*** Begin section ***
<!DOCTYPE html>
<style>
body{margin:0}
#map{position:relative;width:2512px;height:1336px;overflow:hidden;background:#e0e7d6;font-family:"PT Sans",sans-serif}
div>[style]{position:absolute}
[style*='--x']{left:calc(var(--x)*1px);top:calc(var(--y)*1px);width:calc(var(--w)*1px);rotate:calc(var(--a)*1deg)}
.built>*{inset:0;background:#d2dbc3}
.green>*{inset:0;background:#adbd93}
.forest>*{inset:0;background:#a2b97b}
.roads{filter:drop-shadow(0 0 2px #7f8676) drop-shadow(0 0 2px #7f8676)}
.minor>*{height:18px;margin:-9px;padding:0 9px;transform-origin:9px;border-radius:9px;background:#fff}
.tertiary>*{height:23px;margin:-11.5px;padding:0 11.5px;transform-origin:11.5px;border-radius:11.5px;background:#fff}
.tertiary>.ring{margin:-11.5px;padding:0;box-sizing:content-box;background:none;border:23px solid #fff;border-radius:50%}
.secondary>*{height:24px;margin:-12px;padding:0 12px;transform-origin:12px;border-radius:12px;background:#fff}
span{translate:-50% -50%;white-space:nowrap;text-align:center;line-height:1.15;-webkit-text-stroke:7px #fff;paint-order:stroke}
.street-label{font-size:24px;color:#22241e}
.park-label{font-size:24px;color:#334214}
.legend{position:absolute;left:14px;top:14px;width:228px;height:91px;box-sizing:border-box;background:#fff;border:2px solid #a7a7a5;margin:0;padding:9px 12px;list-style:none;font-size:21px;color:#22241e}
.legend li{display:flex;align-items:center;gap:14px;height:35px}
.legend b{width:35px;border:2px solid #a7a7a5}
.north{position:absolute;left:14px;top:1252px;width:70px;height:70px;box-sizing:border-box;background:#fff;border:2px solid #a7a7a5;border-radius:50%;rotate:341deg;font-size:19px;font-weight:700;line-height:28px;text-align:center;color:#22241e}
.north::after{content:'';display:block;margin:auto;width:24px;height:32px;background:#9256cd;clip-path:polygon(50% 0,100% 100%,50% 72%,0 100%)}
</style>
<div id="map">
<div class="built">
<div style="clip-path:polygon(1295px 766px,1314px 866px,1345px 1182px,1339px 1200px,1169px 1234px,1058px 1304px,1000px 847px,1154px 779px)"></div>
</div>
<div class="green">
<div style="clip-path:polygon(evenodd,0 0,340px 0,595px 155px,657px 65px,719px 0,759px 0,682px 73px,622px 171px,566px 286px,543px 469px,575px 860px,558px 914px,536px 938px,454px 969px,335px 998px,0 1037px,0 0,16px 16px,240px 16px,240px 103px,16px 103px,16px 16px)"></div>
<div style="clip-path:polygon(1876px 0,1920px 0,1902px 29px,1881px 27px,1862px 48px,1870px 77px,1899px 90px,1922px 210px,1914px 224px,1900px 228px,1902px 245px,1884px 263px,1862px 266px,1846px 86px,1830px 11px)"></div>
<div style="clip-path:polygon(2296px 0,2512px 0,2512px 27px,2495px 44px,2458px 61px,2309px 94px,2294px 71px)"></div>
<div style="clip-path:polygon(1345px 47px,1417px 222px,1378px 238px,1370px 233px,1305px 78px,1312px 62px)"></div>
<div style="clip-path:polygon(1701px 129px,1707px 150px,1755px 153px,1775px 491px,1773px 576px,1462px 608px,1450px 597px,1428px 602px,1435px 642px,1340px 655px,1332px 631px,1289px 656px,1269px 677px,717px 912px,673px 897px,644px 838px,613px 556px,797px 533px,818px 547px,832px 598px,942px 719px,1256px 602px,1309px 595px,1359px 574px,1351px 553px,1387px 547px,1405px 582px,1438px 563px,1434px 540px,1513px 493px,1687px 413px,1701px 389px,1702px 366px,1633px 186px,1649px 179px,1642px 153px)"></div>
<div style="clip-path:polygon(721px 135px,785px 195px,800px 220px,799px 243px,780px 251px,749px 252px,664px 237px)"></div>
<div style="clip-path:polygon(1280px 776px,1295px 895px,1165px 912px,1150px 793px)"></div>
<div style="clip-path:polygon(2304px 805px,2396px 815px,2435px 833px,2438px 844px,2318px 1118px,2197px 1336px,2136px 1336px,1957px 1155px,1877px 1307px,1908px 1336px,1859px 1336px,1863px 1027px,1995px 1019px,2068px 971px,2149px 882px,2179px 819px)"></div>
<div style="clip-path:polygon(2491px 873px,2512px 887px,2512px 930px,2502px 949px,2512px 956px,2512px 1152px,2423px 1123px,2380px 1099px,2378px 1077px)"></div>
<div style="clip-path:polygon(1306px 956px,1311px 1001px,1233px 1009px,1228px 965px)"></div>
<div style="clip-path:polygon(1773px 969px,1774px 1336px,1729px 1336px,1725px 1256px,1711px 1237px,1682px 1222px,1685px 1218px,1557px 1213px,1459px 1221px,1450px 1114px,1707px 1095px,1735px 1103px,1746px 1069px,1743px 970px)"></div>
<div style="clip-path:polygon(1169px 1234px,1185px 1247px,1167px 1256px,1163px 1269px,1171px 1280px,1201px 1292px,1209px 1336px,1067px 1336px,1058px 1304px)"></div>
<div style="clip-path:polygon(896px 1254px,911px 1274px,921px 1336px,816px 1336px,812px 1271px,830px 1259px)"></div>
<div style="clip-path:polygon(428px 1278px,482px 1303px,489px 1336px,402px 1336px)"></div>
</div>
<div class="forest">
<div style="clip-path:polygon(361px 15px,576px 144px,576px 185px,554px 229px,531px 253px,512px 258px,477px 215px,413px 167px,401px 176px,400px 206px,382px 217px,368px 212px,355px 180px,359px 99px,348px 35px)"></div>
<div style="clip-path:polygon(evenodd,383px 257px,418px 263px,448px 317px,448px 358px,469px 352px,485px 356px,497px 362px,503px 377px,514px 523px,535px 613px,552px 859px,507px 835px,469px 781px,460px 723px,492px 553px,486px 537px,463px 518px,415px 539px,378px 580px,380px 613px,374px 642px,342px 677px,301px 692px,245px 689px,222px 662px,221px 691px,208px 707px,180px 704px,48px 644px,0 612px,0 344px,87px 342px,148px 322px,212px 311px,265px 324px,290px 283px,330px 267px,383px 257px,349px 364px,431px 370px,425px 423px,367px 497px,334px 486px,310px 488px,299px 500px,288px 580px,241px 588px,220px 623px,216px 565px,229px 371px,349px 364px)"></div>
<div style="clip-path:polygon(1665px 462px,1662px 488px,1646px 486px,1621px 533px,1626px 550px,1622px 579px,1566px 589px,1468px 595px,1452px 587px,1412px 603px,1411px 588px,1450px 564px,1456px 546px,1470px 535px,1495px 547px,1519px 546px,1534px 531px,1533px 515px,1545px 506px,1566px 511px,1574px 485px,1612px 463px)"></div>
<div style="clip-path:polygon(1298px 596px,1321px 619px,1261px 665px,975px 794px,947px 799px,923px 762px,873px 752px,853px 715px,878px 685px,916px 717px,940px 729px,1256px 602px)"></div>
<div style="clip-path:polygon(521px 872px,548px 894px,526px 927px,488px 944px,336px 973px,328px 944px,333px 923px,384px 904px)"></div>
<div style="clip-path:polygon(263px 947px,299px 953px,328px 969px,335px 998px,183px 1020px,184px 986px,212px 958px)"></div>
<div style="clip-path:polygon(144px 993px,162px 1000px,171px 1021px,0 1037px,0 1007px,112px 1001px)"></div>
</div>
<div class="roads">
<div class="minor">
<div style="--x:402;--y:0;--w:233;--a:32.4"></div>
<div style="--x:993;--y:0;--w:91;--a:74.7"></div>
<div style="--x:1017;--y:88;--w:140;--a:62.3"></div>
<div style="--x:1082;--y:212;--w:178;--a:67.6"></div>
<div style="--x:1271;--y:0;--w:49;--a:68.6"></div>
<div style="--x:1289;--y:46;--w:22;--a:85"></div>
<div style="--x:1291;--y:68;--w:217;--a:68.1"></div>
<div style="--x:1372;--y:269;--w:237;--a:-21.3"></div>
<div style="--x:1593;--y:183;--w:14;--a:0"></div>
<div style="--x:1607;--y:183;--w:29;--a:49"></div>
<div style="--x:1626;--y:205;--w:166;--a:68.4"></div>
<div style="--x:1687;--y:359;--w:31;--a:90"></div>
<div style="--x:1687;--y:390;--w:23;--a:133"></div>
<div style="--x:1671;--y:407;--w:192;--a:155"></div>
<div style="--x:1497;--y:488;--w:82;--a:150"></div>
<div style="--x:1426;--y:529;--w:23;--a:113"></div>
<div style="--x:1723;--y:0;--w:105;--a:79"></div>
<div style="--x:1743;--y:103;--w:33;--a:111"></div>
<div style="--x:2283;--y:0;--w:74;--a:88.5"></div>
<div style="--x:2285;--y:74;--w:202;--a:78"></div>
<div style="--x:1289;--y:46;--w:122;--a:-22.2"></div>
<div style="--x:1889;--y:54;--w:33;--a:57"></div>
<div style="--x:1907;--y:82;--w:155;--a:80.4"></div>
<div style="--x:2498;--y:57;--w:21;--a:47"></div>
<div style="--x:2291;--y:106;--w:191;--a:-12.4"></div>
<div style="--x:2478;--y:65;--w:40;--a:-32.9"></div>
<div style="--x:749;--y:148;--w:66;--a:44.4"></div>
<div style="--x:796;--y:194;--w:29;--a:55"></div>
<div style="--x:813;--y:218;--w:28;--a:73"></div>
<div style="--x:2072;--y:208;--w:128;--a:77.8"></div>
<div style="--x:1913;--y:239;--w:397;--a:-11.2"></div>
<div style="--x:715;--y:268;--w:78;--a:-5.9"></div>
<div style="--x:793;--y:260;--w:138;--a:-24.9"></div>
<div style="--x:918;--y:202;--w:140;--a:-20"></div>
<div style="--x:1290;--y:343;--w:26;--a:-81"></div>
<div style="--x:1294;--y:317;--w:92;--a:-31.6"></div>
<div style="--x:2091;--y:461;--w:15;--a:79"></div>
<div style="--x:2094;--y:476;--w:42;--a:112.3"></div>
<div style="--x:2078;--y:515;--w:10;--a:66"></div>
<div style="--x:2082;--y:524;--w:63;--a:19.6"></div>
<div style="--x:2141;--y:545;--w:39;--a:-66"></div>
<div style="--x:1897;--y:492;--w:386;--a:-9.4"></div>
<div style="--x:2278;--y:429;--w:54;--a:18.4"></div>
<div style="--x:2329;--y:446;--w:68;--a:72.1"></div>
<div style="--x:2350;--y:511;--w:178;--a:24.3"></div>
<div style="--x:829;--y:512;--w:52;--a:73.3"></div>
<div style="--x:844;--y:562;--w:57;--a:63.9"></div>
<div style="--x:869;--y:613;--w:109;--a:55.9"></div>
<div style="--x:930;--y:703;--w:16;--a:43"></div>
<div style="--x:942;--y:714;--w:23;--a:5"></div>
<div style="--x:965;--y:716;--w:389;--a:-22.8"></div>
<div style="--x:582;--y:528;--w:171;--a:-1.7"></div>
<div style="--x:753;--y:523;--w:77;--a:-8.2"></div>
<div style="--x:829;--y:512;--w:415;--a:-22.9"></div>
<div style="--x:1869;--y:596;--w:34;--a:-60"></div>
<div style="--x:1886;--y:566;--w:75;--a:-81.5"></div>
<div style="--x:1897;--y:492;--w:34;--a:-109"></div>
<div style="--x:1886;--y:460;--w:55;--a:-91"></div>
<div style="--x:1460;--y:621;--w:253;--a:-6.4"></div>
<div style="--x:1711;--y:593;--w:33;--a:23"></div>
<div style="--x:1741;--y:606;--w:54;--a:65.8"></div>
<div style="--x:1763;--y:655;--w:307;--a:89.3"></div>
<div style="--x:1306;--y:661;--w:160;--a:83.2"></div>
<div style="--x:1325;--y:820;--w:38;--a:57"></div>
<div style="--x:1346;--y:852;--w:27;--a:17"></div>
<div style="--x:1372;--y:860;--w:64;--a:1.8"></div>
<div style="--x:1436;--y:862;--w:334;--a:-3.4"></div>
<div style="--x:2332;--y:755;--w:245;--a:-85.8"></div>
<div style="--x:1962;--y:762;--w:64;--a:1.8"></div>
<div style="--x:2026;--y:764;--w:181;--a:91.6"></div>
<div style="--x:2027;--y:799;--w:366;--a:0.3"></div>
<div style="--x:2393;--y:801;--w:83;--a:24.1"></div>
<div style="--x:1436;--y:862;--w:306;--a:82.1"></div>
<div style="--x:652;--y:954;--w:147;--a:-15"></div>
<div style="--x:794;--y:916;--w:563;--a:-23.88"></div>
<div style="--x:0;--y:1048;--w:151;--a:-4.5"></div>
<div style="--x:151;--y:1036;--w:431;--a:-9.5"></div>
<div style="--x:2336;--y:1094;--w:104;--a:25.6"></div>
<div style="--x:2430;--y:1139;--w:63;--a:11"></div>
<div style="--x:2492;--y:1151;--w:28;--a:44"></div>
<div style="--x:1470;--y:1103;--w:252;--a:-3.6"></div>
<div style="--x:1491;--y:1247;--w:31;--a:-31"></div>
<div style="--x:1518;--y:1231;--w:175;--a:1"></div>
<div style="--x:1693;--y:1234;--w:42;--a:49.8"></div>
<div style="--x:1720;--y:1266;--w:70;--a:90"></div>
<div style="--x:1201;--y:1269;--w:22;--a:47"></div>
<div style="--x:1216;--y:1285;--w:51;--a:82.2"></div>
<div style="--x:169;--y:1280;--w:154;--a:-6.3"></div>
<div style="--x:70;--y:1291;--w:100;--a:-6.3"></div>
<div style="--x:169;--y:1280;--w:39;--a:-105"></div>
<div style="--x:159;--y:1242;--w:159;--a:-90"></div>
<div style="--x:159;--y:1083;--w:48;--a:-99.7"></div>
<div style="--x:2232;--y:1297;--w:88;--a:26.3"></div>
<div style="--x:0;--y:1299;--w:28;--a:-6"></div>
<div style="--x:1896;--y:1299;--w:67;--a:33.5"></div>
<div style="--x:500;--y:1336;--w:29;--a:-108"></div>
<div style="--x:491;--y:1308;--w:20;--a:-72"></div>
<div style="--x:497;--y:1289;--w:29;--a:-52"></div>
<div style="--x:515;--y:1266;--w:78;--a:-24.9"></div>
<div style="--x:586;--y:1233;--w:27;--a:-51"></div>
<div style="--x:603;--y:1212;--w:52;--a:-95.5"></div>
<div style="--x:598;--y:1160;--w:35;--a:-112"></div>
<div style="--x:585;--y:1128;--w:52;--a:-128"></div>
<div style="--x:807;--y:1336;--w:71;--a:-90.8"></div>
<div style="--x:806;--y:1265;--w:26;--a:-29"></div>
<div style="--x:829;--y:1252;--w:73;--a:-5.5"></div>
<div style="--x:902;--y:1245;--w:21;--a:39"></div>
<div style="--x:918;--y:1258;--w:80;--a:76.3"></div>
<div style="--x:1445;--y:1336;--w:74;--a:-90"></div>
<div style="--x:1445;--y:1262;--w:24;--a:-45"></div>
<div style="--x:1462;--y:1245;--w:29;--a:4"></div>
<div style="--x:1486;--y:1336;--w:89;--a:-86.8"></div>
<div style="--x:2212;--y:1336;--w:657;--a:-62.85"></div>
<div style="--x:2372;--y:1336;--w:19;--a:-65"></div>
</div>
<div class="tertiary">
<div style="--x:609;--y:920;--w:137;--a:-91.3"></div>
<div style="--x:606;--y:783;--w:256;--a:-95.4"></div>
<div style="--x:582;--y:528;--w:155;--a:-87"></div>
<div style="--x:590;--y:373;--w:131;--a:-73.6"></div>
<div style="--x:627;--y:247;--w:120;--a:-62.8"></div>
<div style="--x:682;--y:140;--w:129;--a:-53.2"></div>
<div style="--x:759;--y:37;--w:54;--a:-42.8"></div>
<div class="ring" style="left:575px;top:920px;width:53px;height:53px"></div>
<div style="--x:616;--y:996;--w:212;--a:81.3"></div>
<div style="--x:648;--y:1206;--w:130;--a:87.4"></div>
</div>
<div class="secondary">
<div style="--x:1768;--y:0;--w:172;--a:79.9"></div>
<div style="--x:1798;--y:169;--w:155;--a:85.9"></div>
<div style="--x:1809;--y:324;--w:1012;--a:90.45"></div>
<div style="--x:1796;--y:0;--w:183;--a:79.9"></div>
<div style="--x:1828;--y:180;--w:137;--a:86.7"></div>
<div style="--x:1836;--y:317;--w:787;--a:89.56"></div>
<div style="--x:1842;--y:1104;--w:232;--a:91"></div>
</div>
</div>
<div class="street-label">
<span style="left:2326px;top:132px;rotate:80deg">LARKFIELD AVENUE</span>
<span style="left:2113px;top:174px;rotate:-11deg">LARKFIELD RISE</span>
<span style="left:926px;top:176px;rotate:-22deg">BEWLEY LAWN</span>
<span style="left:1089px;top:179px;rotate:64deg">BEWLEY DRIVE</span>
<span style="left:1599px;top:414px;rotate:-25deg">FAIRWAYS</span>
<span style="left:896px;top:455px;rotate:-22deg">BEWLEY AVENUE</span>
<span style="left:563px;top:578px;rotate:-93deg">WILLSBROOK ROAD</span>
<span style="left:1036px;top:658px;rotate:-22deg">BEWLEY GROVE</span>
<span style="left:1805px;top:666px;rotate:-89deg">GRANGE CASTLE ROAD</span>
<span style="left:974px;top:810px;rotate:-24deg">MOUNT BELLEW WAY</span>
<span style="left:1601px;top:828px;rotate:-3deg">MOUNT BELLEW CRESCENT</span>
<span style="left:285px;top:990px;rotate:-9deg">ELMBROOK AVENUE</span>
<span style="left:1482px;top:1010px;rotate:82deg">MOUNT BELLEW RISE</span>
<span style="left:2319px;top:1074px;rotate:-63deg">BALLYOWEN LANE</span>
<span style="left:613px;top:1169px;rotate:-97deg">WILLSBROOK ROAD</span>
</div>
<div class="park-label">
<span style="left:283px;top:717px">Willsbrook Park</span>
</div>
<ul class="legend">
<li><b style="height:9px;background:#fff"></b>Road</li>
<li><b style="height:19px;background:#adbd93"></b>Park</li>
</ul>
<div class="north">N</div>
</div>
*** End section ***
◆ **Activity**: Return each line of the material above that holds the string "inset".

◆ **Response**:
.built>*{inset:0;background:#d2dbc3}
.green>*{inset:0;background:#adbd93}
.forest>*{inset:0;background:#a2b97b}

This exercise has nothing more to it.